On the Expressivity of Recurrent Neural Cascades with Identity
Nadezda Alexandrovna Knorozova, Alessandro Ronca
TL;DR
This paper characterizes the expressivity of Recurrent Neural Cascades in the presence of an identity element. Building on the known result that $RNC^{+}$ realises exactly the star-free regular languages, it shows that when an identity element is present, the expressivity remains within the star-free (aperiodic) regime, and it establishes a structural equivalence to cascades of three-state semiautomata. The core technical contribution is a lemma proving that any $RNC^{+}$ implementing a function with an identity element can be represented by a cascade of three-state automata, yielding a $3^n$ state bound and implying no greater succinctness than such cascades. Consequently, languages with an identity element recognised by $RNC^{+}$ are star-free regular, completing the expressivity characterization in the identity-enabled setting.
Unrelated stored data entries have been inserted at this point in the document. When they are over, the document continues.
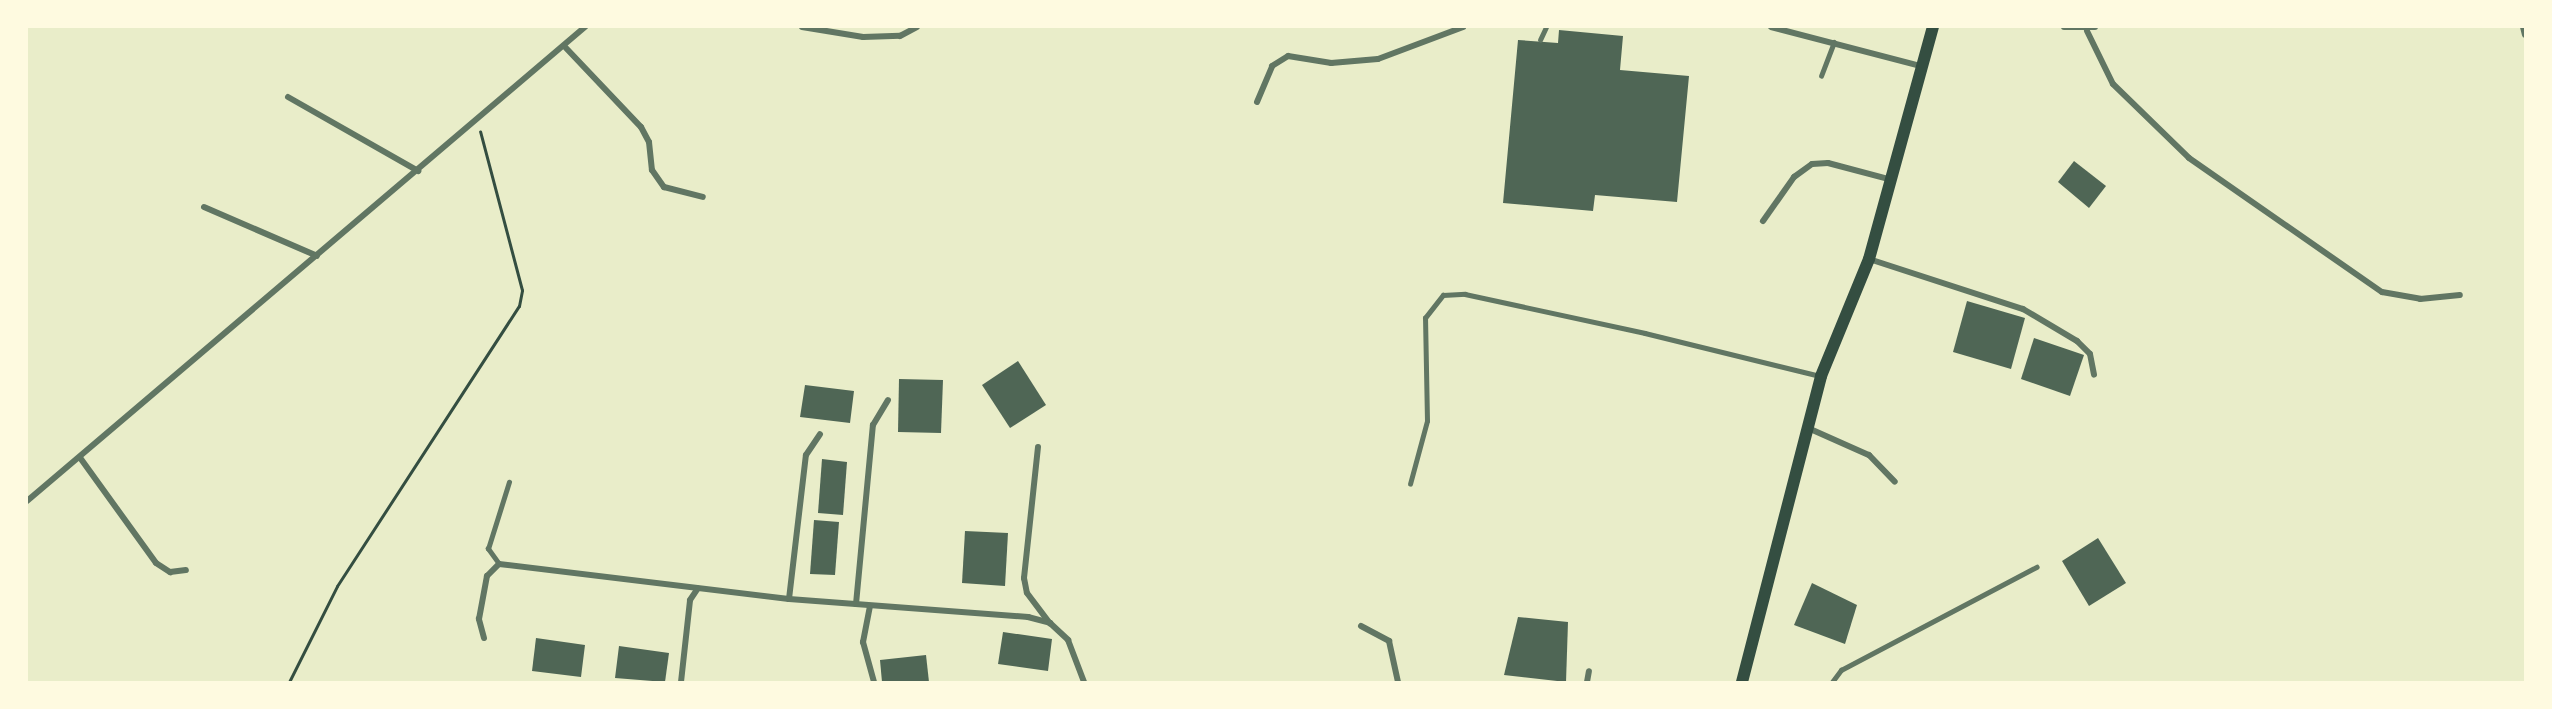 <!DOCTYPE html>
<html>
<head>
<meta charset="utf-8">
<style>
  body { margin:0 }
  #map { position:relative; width:2552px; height:709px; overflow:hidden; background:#e9edc9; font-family:Montserrat,sans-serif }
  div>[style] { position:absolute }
  .building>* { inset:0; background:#4f6655 }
  .path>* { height:3px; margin:-1.5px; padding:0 1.5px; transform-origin:1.5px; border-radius:1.5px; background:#344e41 }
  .service>* { height:4.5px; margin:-2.25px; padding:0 2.25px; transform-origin:2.25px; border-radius:2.25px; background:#617663 }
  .minor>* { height:6px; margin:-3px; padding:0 3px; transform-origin:3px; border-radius:3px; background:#617663 }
  .secondary>* { height:12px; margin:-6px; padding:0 6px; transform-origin:6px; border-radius:6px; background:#344e41 }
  span { translate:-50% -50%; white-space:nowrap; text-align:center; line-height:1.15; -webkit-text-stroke:5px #fefae0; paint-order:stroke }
  .frame { position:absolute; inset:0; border:28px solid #fefae0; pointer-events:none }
</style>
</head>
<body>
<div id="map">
  <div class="building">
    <div style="clip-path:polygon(1559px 30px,1623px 36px,1620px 70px,1689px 76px,1677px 202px,1595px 195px,1593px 211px,1503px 203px,1518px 40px,1558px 43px)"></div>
    <div style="clip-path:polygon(2074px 161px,2106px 186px,2089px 208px,2058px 182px)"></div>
    <div style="clip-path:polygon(1967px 301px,2025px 318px,2011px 369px,1953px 352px)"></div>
    <div style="clip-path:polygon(2034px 338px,2084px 355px,2070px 396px,2021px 379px)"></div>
    <div style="clip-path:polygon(1018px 361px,1046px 405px,1010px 428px,982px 385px)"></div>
    <div style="clip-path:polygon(899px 379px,943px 380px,941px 433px,898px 432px)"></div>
    <div style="clip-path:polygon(805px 385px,854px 391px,850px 423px,800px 417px)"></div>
    <div style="clip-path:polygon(822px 459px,847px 462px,843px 515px,818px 513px)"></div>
    <div style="clip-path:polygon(814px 520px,839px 522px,835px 575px,810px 574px)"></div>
    <div style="clip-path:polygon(965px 531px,1008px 533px,1005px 586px,962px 583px)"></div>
    <div style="clip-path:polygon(2098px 538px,2126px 583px,2089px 606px,2062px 561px)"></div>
    <div style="clip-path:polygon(1812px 583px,1857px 605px,1845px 644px,1794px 625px)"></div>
    <div style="clip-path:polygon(1518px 617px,1568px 622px,1566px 682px,1504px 675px)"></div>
    <div style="clip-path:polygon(1003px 632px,1052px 639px,1048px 671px,998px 664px)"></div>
    <div style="clip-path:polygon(536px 638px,585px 645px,581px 677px,532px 671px)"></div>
    <div style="clip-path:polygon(619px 646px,669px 653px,665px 682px,615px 678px)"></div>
    <div style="clip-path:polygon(926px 655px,929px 682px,882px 682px,880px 660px)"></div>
  </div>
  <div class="path">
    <div style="left:289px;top:682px;width:107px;rotate:-63.4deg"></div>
    <div style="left:337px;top:586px;width:334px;rotate:-57deg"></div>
    <div style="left:519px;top:306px;width:16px;rotate:-79deg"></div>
    <div style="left:522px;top:290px;width:164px;rotate:-104.8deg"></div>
  </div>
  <div class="service">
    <div style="left:1540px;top:40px;width:14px;rotate:-65deg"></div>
    <div style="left:1821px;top:76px;width:36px;rotate:-69deg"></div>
    <div style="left:1410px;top:484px;width:65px;rotate:-74.9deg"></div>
    <div style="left:1427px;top:421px;width:103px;rotate:-91.1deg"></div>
    <div style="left:1425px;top:318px;width:29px;rotate:-52deg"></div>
    <div style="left:1443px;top:295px;width:22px;rotate:-3deg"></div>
    <div style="left:1465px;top:294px;width:184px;rotate:12.2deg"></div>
    <div style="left:1645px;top:333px;width:180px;rotate:13.8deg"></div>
    <div style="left:499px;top:564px;width:19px;rotate:-126deg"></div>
    <div style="left:488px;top:549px;width:70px;rotate:-72.6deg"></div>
    <div style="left:1832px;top:682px;width:15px;rotate:-53deg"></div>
    <div style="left:1841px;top:670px;width:221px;rotate:-27.8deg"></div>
  </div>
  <div class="minor">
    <div style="left:802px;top:27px;width:62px;rotate:9.3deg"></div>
    <div style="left:863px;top:37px;width:37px;rotate:-2deg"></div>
    <div style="left:900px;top:36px;width:19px;rotate:-28deg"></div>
    <div style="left:1771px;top:27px;width:155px;rotate:14.6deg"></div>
    <div style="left:2064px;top:27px;width:31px"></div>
    <div style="left:2523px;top:27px;width:8px;rotate:76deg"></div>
    <div style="left:2087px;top:31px;width:59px;rotate:63.9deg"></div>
    <div style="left:2113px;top:84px;width:106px;rotate:44.2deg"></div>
    <div style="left:2189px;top:158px;width:235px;rotate:34.8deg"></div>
    <div style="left:2382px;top:292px;width:39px;rotate:10deg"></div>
    <div style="left:2420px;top:299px;width:40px;rotate:-5.7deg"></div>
    <div style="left:566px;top:48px;width:109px;rotate:46.5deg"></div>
    <div style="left:641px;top:127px;width:17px;rotate:62deg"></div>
    <div style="left:649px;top:142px;width:28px;rotate:84deg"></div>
    <div style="left:652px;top:170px;width:21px;rotate:55deg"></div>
    <div style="left:664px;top:187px;width:40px;rotate:14.4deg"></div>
    <div style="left:288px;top:97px;width:150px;rotate:29.6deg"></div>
    <div style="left:1257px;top:102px;width:39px;rotate:-67deg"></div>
    <div style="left:1272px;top:66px;width:19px;rotate:-32deg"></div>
    <div style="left:1288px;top:56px;width:44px;rotate:9.2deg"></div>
    <div style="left:1331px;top:63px;width:47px;rotate:-4.9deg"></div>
    <div style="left:1378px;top:59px;width:91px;rotate:-20.6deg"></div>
    <div style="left:204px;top:207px;width:123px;rotate:23.4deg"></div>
    <div style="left:1763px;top:221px;width:54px;rotate:-54.8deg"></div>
    <div style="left:1794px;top:177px;width:22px;rotate:-36deg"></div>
    <div style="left:1812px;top:164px;width:16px;rotate:-4deg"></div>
    <div style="left:1828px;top:163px;width:62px;rotate:14.9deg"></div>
    <div style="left:1869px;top:259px;width:162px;rotate:18deg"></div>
    <div style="left:2023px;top:309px;width:63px;rotate:30.7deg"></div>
    <div style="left:2077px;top:341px;width:18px;rotate:45deg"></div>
    <div style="left:2090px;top:354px;width:21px;rotate:79deg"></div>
    <div style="left:1808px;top:428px;width:67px;rotate:23.9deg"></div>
    <div style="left:1869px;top:455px;width:37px;rotate:46deg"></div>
    <div style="left:1038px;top:447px;width:132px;rotate:96.1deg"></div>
    <div style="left:1024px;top:578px;width:15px;rotate:79deg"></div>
    <div style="left:1027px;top:593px;width:38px;rotate:53deg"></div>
    <div style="left:81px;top:459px;width:128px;rotate:54.2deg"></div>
    <div style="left:156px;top:563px;width:17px;rotate:33deg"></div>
    <div style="left:170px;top:572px;width:16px;rotate:-7deg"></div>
    <div style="left:27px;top:501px;width:732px;rotate:-40.35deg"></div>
    <div style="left:789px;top:599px;width:145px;rotate:-83.3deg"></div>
    <div style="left:806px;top:455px;width:25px;rotate:-56deg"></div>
    <div style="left:856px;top:604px;width:180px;rotate:-84.6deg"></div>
    <div style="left:873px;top:425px;width:29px;rotate:-59deg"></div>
    <div style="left:870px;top:606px;width:37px;rotate:101deg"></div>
    <div style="left:863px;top:642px;width:41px;rotate:74.6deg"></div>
    <div style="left:1361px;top:626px;width:32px;rotate:28deg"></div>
    <div style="left:1389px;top:641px;width:42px;rotate:77.6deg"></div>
    <div style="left:484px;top:638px;width:20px;rotate:-105deg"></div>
    <div style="left:479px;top:619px;width:44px;rotate:-79.5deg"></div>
    <div style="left:487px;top:576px;width:17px;rotate:-45deg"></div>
    <div style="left:499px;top:564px;width:292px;rotate:6.9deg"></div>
    <div style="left:789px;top:599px;width:240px;rotate:4.3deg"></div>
    <div style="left:1028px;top:617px;width:23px;rotate:15deg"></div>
    <div style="left:1050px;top:623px;width:25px;rotate:43deg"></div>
    <div style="left:1068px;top:640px;width:45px;rotate:69.1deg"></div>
    <div style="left:681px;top:682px;width:82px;rotate:-83.7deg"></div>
    <div style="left:690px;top:600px;width:14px;rotate:-56deg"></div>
    <div style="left:1587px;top:682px;width:11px;rotate:-80deg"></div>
  </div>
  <div class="secondary">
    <div style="left:1742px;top:682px;width:316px;rotate:-75.5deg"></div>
    <div style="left:1821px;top:376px;width:126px;rotate:-67.7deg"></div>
    <div style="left:1869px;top:259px;width:241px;rotate:-74.6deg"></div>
  </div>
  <div class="frame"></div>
</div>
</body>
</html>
These results offer theoretical guarantees for learning temporal patterns with $RNC^{+}$ and set the stage for exploring non-identity, negative-weight, or alternative-activation regimes.
Abstract
Recurrent Neural Cascades (RNC) are the class of recurrent neural networks with no cyclic dependencies among recurrent neurons. Their subclass RNC+ with positive recurrent weights has been shown to be closely connected to the star-free regular languages, which are the expressivity of many well-established temporal logics. The existing expressivity results show that the regular languages captured by RNC+ are the star-free ones, and they leave open the possibility that RNC+ may capture languages beyond regular. We exclude this possibility for languages that include an identity element, i.e., an input that can occur an arbitrary number of times without affecting the output. Namely, in the presence of an identity element, we show that the languages captured by RNC+ are exactly the star-free regular languages. Identity elements are ubiquitous in temporal patterns, and hence our results apply to a large number of applications. The implications of our results go beyond expressivity. At their core, we establish a close structural correspondence between RNC+ and semiautomata cascades, showing that every neuron can be equivalently captured by a three-state semiautomaton. A notable consequence of this result is that RNC+ are no more succinct than cascades of three-state semiautomata.